## Problem statement:
What is the number of lines below that contain the word "search"? Give only that number.

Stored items
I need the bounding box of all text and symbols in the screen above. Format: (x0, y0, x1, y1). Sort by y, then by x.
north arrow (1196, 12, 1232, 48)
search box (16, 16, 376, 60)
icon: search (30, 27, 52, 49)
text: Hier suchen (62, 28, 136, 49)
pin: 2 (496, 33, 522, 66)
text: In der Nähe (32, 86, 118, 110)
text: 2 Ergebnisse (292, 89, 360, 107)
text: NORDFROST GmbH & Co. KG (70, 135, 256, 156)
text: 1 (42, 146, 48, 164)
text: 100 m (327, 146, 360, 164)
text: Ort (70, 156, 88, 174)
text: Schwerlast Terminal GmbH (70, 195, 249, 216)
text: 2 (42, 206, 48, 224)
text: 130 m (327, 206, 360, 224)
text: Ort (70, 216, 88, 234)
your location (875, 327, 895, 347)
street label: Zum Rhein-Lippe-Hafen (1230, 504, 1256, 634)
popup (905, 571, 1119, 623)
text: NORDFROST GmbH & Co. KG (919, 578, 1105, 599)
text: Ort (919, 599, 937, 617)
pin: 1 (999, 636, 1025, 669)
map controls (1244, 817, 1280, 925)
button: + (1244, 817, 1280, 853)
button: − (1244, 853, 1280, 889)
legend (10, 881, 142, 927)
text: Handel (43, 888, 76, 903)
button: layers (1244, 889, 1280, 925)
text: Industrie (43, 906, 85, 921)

## The completed task:
2